While testing out the new PN532 NFC/RFID Breakout Board, we tried comparing the range of our board with some of the commercial NFC devices we have in the office that are also based on the PN53x family. It's not really fair to publish any numeric comparison since, particularly with RF, there are always a number of compromises and choices to be made between physical size of the device/antenna, power consumption, etc., all of which change with the intended use of the device. Suffice it to say that we're extremely happy with the performance of our own open-source board thanks to the great work of Roel Verdult and colleagues from the libnfc project, but obviously a small USB-stick device like the SCL3711 (SCM Microsystems) is going to have different perfomance characteristics than a much larger antenna like that found on our own board or the commercial ACR122 reader (Advanced Card Systems). They don't have the same intended use and so comparing metrics like absolute range isn't particularly fair.
The SCL3711 in particular, though, is an interesting device since it packs what should be a fairly 'large' antenna into a very small package. We were kind of curious how they accomplished this, but weren't all that keen on pulling apart the only device we had lying around since we were still using it for testing purposes. Thankfully, most commercial devices have a little number on them that often provides a window into what's inside your device without having to pull it apart yourself: the FCC ID.
As was recently mentionned over at Adafruit (Symbols and FCC IDs), itself a repost of a response over at ars technica (Ask Ars: What are those symbols on the back of the iPhone?), you can often use the FCC ID to find photos of the PCB or inside of the device, along with test-results and a number of potentially useful technical details. As an added bonus, if you're interested in the different tests that devices need to go through to pass certification for agencies like the FCC, spending a few minutes reading through the documentation for a few products can be very illuminating.
If you look at the back of the SCL3711 (a small USB-stick sized 13.56MHz NFC/RFID reader based on the PN533), you'll see the FCC ID MBPSCL3711-0200.
The first three letters ("MBP" in this case) represents the "Grantee Code", and the remaining letters and numbers are the "Product Code" (SCL3711-0200). By entering these two values in the FCC's FCC ID Search Form (http://www.fcc.gov/oet/ea/fccid/) you can probably find some useful information about the product in question.
The initial search results for the SCL3711's Grantee Code and Product Code can be seen below, showing two different entries:
Click on the first entry, we then get a list of publicly accessible documents associated with this product/FCC ID:
While we can't publish the photos for copyright reasons, you can see photos of the front and back of the PCB in "Intenral Photos" (sic.) where the antenna and 27.12MHz crystal are clearly visible on the back, and the PN533, inductors, antenna matching network, etc. on the top. "Test Setup Photos" contains a number of interesting photos if you're curious about the testing process as well. While most companies request confidentiality for the schematics, etc., you can still learn a lot about different devices through the FCC database without having to pull your devices apart.
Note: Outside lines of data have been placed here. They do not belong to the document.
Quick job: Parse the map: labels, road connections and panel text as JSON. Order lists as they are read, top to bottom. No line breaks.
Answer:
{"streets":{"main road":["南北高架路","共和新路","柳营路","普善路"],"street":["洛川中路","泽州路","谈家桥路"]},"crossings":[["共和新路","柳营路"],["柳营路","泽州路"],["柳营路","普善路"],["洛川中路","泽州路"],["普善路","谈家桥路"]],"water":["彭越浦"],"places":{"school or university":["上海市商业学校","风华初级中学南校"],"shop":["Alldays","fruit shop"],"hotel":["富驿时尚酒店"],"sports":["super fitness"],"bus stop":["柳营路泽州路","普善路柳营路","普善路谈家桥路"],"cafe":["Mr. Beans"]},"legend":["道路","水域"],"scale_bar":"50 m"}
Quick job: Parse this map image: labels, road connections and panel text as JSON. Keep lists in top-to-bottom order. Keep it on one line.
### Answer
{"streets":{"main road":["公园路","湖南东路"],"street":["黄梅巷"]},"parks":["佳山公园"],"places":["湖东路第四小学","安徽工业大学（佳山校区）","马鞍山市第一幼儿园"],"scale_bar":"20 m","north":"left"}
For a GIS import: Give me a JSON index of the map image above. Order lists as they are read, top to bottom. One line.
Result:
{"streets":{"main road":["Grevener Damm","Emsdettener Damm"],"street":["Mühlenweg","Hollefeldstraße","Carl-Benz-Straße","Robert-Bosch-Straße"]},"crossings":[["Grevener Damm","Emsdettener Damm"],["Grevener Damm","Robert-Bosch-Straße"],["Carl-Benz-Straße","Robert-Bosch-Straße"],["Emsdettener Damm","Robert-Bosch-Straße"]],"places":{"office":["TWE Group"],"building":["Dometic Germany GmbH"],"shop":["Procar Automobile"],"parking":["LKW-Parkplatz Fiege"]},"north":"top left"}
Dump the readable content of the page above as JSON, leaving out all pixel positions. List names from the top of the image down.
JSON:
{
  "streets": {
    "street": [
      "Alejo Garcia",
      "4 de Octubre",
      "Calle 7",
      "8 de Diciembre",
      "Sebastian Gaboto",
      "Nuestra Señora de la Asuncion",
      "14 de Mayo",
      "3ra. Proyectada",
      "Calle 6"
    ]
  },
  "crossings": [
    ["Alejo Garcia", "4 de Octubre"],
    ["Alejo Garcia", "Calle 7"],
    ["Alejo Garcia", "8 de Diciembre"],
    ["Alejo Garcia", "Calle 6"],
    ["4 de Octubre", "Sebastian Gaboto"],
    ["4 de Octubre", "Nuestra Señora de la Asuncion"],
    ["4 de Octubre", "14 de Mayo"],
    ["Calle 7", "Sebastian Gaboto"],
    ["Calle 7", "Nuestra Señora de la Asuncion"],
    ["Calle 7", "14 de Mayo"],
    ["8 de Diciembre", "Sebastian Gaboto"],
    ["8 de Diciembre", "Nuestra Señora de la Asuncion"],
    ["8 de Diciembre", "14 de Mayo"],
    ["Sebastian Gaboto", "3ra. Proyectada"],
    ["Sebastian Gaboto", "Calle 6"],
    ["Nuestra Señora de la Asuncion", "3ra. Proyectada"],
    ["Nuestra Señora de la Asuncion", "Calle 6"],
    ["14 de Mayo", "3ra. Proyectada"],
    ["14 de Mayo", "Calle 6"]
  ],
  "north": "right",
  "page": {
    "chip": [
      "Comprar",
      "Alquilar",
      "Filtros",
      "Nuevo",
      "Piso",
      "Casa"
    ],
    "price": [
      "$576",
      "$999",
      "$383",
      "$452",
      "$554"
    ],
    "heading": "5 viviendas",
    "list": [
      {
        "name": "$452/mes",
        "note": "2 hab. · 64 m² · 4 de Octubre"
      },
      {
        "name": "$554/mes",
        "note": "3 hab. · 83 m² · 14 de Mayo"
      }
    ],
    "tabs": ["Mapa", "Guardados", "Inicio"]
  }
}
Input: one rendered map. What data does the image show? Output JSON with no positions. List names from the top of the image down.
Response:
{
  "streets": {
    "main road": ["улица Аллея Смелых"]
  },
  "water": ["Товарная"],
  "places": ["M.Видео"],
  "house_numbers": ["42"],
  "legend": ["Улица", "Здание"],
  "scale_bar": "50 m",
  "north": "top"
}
Though, of course, pulling things apart can be enlightening as well, particularly if you're interested in how the physical assembly of common devices is made!
In this particular case, the PCB is quite well layed out, which isn't surprising since the device has decent performance for something so small. Particularly for RF devices, using the FCC ID can often provide a starting point to your own antenna design. If you're just getting started and wondering how other people have solved problems like fitting large antennas into small packages, this can sometimes be a great place to start.